- Exercise brief -
Single out the lines of the material that contain "name" and copy them.

- Source material -
────────────────────────────────────────

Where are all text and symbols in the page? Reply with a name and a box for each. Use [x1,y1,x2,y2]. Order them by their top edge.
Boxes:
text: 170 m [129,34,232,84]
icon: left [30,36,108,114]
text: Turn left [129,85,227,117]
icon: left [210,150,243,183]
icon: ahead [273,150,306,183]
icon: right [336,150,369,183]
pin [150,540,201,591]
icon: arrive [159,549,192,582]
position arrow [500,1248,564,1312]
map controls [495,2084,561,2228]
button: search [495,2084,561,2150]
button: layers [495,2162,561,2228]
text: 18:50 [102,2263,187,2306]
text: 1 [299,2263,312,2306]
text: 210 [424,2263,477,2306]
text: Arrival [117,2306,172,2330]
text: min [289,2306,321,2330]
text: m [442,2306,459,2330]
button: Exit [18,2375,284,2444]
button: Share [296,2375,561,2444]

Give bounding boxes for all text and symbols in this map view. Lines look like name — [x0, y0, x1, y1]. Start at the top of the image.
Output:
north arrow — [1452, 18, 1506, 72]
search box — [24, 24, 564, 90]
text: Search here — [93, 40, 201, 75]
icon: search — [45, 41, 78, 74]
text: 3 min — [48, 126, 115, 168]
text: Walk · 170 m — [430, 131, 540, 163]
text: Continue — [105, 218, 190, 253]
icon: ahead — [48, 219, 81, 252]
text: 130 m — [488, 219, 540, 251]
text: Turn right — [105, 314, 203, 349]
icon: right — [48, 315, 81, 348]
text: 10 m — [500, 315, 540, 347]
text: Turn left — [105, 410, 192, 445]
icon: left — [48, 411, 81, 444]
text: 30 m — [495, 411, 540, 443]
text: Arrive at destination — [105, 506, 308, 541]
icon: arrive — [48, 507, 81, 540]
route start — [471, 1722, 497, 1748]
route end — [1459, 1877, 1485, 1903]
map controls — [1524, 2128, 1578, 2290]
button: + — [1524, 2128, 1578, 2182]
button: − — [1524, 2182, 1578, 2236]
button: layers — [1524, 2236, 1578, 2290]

────────────────────────────────────────

- Task response -
Where are all text and symbols in the page? Reply with a name and a box for each. Use [x1,y1,x2,y2]. Order them by their top edge.
Give bounding boxes for all text and symbols in this map view. Lines look like name — [x0, y0, x1, y1]. Start at the top of the image.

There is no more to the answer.